■ Data for this task ■

↓↓↓

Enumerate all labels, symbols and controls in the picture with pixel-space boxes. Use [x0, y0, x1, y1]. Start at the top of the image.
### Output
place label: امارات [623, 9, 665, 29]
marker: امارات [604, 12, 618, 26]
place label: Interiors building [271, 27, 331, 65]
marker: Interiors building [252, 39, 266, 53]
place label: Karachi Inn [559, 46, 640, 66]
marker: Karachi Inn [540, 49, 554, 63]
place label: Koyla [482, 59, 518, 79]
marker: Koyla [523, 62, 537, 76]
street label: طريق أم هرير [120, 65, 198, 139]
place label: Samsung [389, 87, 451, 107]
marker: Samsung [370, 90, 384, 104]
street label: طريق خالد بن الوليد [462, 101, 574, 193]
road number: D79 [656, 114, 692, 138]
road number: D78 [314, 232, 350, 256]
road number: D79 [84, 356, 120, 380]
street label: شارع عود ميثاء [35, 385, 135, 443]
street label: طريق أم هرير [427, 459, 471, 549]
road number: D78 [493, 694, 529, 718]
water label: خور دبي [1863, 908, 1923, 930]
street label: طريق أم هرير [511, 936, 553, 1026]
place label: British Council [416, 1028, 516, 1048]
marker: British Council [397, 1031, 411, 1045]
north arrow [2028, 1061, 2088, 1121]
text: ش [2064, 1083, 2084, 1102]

↑↑↑

■ Prompt ■
Line by line, transcribe the material exactly.

■ Response to this task ■
Enumerate all labels, symbols and controls in the picture with pixel-space boxes. Use [x0, y0, x1, y1]. Start at the top of the image.
### Output
place label: امارات [623, 9, 665, 29]
marker: امارات [604, 12, 618, 26]
place label: Interiors building [271, 27, 331, 65]
marker: Interiors building [252, 39, 266, 53]
place label: Karachi Inn [559, 46, 640, 66]
marker: Karachi Inn [540, 49, 554, 63]
place label: Koyla [482, 59, 518, 79]
marker: Koyla [523, 62, 537, 76]
street label: طريق أم هرير [120, 65, 198, 139]
place label: Samsung [389, 87, 451, 107]
marker: Samsung [370, 90, 384, 104]
street label: طريق خالد بن الوليد [462, 101, 574, 193]
road number: D79 [656, 114, 692, 138]
road number: D78 [314, 232, 350, 256]
road number: D79 [84, 356, 120, 380]
street label: شارع عود ميثاء [35, 385, 135, 443]
street label: طريق أم هرير [427, 459, 471, 549]
road number: D78 [493, 694, 529, 718]
water label: خور دبي [1863, 908, 1923, 930]
street label: طريق أم هرير [511, 936, 553, 1026]
place label: British Council [416, 1028, 516, 1048]
marker: British Council [397, 1031, 411, 1045]
north arrow [2028, 1061, 2088, 1121]
text: ش [2064, 1083, 2084, 1102]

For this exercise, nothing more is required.